PROBLEM: Retype the data below verbatim; pictures do not belong in the copy.

DATA BELOW:
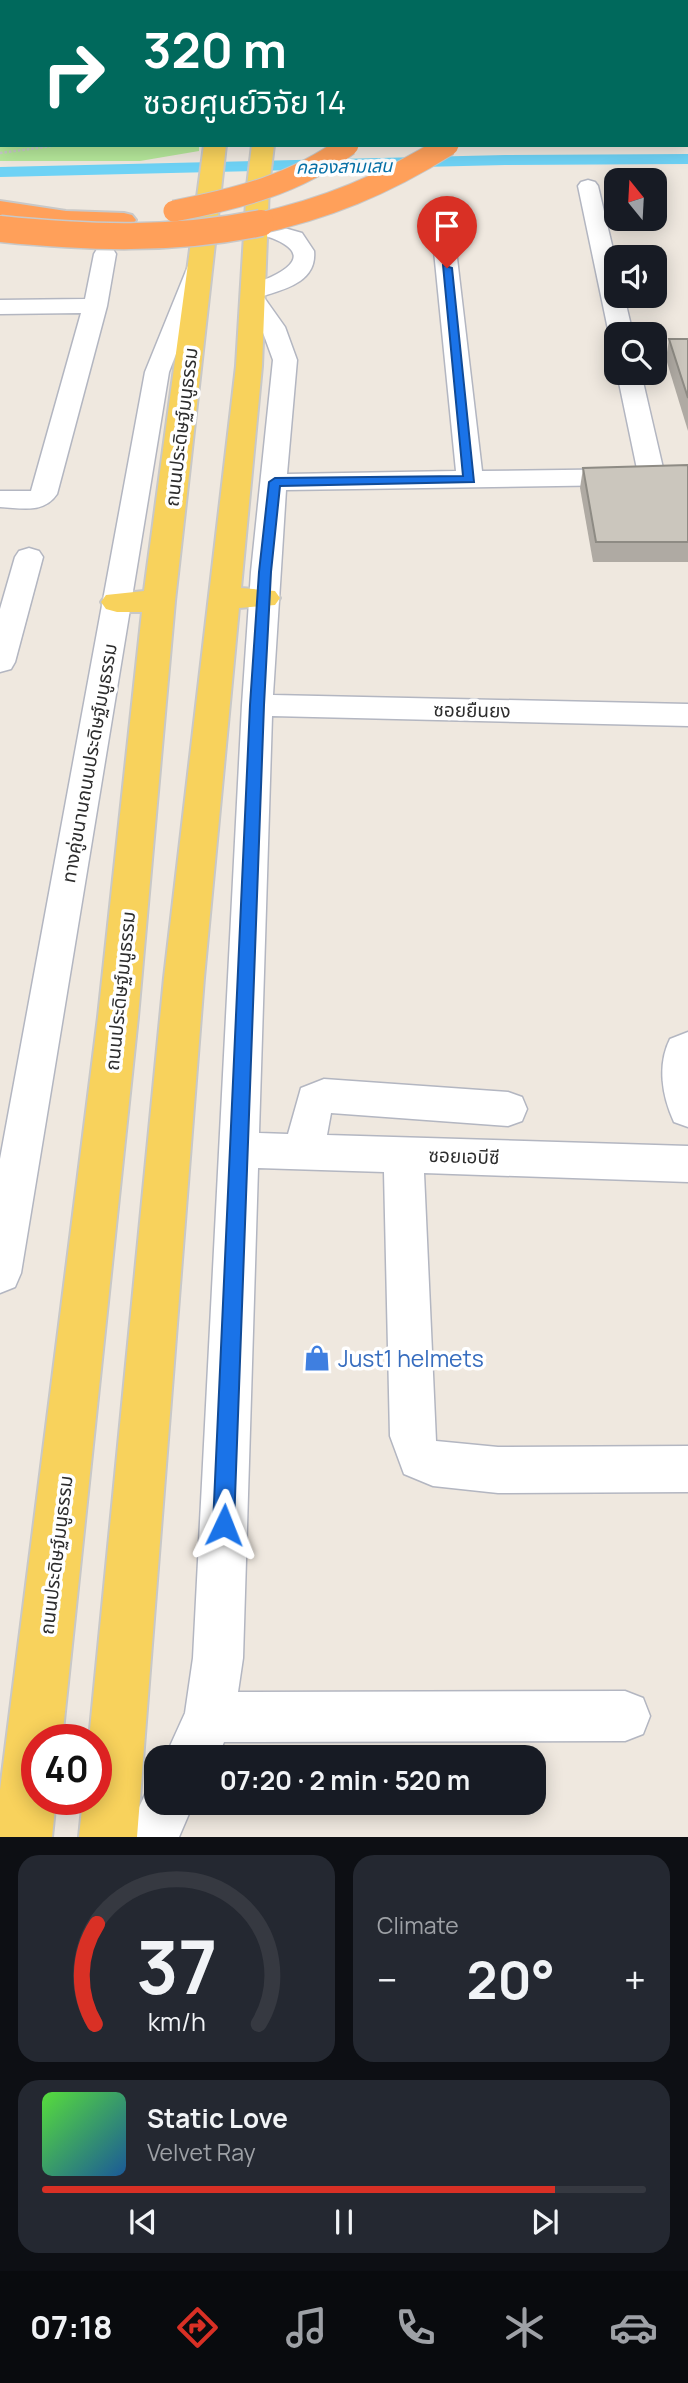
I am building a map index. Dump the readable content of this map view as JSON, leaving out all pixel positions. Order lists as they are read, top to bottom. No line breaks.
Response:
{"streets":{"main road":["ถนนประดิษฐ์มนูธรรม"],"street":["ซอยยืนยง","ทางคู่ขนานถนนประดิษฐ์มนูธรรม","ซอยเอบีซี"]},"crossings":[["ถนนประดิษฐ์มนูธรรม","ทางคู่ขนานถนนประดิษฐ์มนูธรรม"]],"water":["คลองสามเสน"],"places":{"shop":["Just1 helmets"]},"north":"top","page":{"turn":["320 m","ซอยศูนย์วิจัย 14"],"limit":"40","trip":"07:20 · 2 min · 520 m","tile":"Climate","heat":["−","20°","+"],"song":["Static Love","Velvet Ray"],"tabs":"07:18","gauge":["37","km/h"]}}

SOLUTION FOR THIS EXERCISE:
I am building a map index. Dump the readable content of this map view as JSON, leaving out all pixel positions. Order lists as they are read, top to bottom. No line breaks.
Response:
{"streets":{"main road":["ถนนประดิษฐ์มนูธรรม"],"street":["ซอยยืนยง","ทางคู่ขนานถนนประดิษฐ์มนูธรรม","ซอยเอบีซี"]},"crossings":[["ถนนประดิษฐ์มนูธรรม","ทางคู่ขนานถนนประดิษฐ์มนูธรรม"]],"water":["คลองสามเสน"],"places":{"shop":["Just1 helmets"]},"north":"top","page":{"turn":["320 m","ซอยศูนย์วิจัย 14"],"limit":"40","trip":"07:20 · 2 min · 520 m","tile":"Climate","heat":["−","20°","+"],"song":["Static Love","Velvet Ray"],"tabs":"07:18","gauge":["37","km/h"]}}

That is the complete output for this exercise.